* _Aim of the task_: In the records below, find the line containing "margin:0; padding:0; list-style:none" and the line containing "font-size:16px; font-weight:400; color:var(--muted)"; please repeat exactly the lines from one to the other, both included, and nothing more.

[Task input]

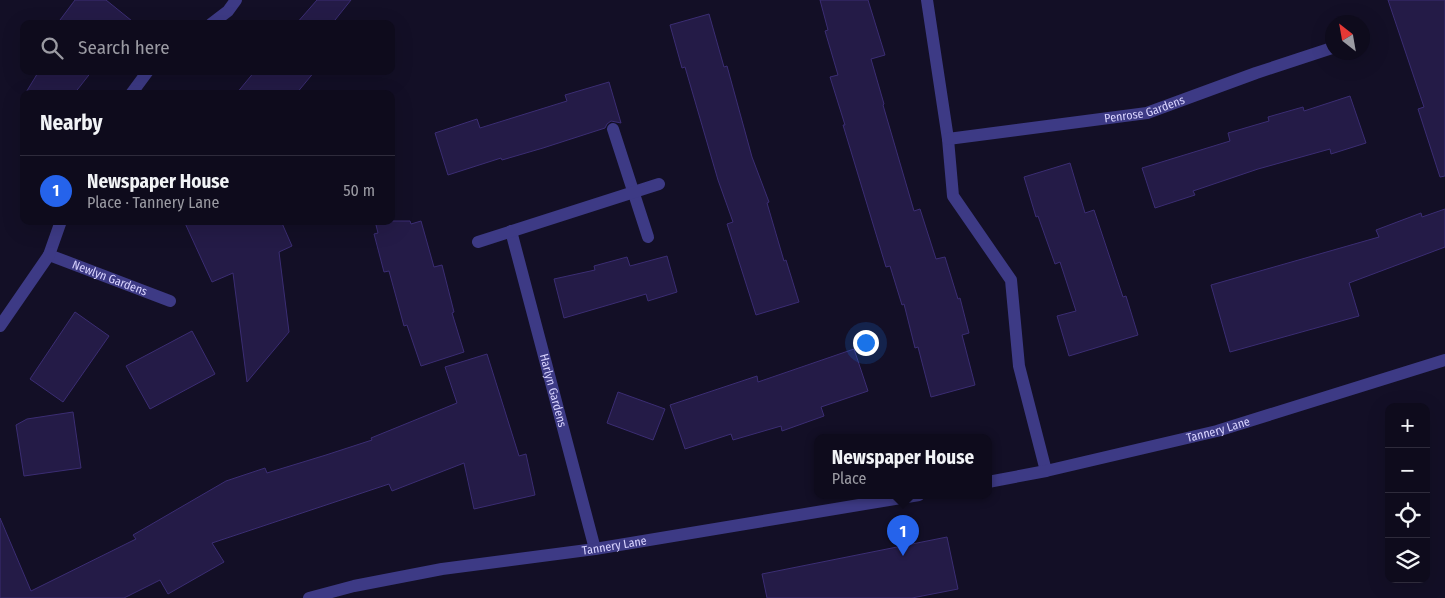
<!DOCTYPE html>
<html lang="en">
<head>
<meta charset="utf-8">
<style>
  :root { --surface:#0e0b1c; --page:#1c1929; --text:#f1f3f6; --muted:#9b9ba3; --line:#2e2b3b; --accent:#2563eb }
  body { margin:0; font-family:"Fira Sans Condensed",sans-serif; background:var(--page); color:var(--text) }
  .controls { position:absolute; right:15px; bottom:15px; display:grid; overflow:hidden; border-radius:10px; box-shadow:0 5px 20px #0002 }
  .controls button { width:45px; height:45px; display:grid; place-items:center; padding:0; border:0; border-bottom:1px solid var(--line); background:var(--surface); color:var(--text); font:25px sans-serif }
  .compass { position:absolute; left:1325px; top:15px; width:45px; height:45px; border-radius:50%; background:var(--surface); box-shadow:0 5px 20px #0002; rotate:329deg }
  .you { position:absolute; left:865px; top:342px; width:18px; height:18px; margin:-12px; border:4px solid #fff; border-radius:50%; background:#1a73e8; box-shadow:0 0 0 8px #1a73e833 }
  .badge { display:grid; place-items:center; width:32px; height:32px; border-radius:50%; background:var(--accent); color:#fff; font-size:16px; font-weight:700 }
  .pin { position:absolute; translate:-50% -41px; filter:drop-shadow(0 1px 2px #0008) }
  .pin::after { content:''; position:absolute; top:26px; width:18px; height:15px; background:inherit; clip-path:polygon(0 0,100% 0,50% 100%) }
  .popup { position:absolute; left:814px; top:434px; width:178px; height:65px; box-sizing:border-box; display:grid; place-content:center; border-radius:10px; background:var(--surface); filter:drop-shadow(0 1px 4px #0005); font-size:16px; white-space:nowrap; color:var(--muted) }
  .popup b { font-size:19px; color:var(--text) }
  .popup::after { content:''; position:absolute; left:50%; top:100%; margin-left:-10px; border:10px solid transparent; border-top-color:var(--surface) }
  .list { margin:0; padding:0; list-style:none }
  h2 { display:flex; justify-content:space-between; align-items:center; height:65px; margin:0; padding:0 20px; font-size:21px }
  h2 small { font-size:16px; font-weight:400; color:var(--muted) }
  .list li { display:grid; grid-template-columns:32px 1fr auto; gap:15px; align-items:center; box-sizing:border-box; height:70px; padding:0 20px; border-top:1px solid var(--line) }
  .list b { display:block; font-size:19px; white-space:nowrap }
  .list p { margin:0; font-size:16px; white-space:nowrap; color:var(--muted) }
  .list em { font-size:16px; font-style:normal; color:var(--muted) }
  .icon { flex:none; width:28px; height:28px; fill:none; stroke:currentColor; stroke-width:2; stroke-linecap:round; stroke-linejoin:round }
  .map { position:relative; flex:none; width:1445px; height:598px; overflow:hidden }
  .search { position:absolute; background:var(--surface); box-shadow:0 5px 20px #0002; left:20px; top:20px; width:375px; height:55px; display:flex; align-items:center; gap:12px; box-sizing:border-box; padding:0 18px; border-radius:10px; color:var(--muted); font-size:19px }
  .panel { position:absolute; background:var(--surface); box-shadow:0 5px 20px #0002; left:20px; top:90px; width:375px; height:135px; border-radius:10px }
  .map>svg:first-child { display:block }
  .building { fill:#241b47; stroke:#3b2d73 }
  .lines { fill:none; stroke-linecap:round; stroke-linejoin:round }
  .minor { stroke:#3d3a85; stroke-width:12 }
  .labels { text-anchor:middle; stroke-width:4.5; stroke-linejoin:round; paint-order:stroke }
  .street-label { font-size:12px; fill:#d9d4ff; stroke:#130f26 }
</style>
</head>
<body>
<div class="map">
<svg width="1445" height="598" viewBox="0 0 1445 598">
  <rect width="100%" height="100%" fill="#130f26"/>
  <g class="building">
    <polygon points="75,0 106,0 132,21 130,24 57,24"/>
    <polygon points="317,0 351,0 335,20 339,24 296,24"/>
    <polygon points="820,0 868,0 885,55 871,59 884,104 883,105 914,211 920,209 936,259 945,257 958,299 960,298 969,333 962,335 975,385 931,397 918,347 915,348 904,304 902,305 890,266 886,267 843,125 845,125 830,77 838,75 825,31 828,30"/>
    <polygon points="1388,0 1445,0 1445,176 1440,177 1418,109 1424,107"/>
    <polygon points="709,14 724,67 727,66 752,157 769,202 767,203 784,261 786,260 799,302 756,315 727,224 733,222 718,180 685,67 682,68 670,25"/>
    <polygon points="39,71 92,71 74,94 25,94"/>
    <polygon points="255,71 315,71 296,94 236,94"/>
    <polygon points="609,82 621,123 611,121 607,124 605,128 543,148 502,160 501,158 448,175 435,133 477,119 480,128 567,101 565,95"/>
    <polygon points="1350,96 1366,143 1331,154 1330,149 1258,169 1193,191 1195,195 1155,208 1142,168 1230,141 1228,133 1269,121 1268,117 1303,107 1304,111"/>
    <polygon points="1070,163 1085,213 1094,210 1123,297 1126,296 1138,335 1069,356 1057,316 1076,311 1060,262 1055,264 1038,216 1036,217 1024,177"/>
    <polygon points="1445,209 1445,247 1349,283 1359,316 1230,352 1211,285 1379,237 1376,230 1421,213 1422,217"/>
    <polygon points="184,221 281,221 292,246 279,252 289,332 247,382 233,273 212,282"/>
    <polygon points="375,221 410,221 411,224 421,221 434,267 442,265 454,312 452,313 464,352 421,366 407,325 404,326 389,271 384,272 374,234 378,233"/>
    <polygon points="667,256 677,292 648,301 646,294 564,318 554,279 595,270 594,266 627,257 630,266"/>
    <polygon points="75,312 109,336 63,402 30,379"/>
    <polygon points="192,331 215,374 150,409 126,366"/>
    <polygon points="854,349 868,391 821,407 824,416 782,431 781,426 733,440 731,434 685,449 670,405 757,376 758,382"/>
    <polygon points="487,354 519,456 526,454 535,495 474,509 464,463 392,491 389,484 212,543 224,562 168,594 160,580 124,598 0,598 0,518 31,591 136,539 133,535 226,481 265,468 267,473 326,455 372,440 371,438 457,403 445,367"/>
    <polygon points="618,392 665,409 653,440 607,423"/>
    <polygon points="73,412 81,468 24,476 16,425 27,419"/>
    <polygon points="947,537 958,589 912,598 767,598 762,574"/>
  </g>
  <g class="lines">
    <g class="minor">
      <polyline points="927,0 948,139 953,196 1011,280 1019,366 1046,471"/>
      <polyline points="211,24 228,11 236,0"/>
      <polyline points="131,94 148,71"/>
      <polyline points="613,129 648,237"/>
      <path id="s1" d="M948,139L1147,113L1256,73L1332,48"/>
      <path id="s2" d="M511,231L595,549"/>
      <polyline points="478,242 659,184"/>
      <path id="s3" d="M49,255L170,301"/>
      <polyline points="0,326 49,255 61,221"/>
      <path id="s4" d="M988,482L1046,471L1217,431L1445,360"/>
      <path id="s5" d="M309,598L354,586L442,569L595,549L919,495"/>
    </g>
  </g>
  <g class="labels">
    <g class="street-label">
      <text dy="4" stroke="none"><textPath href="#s1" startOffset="199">Penrose Gardens</textPath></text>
      <text dy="4" stroke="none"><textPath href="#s3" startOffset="65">Newlyn Gardens</textPath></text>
      <text dy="4" stroke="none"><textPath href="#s2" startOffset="165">Harlyn Gardens</textPath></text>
      <text dy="4" stroke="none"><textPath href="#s4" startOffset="236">Tannery Lane</textPath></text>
      <text dy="4" stroke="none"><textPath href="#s5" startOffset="310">Tannery Lane</textPath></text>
    </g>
  </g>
</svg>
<div class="controls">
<button>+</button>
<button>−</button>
<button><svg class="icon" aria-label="locate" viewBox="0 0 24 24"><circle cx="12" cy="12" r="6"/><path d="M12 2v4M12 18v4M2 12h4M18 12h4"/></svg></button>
<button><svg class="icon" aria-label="layers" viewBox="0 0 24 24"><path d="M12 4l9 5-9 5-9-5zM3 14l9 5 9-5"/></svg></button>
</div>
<svg class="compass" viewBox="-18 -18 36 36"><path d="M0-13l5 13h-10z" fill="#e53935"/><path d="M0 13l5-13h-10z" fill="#9b9ba3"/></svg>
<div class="you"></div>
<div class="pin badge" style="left:903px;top:556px">1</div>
<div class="popup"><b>Newspaper House</b>Place</div>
<div class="search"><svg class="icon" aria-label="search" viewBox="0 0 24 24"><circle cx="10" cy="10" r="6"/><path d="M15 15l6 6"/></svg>Search here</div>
<section class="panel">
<h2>Nearby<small></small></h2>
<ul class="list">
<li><span class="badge">1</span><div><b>Newspaper House</b><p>Place · Tannery Lane</p></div><em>50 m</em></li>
</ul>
</section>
</div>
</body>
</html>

[/Task input]

* _Expected output_:
  .list { margin:0; padding:0; list-style:none }
  h2 { display:flex; justify-content:space-between; align-items:center; height:65px; margin:0; padding:0 20px; font-size:21px }
  h2 small { font-size:16px; font-weight:400; color:var(--muted) }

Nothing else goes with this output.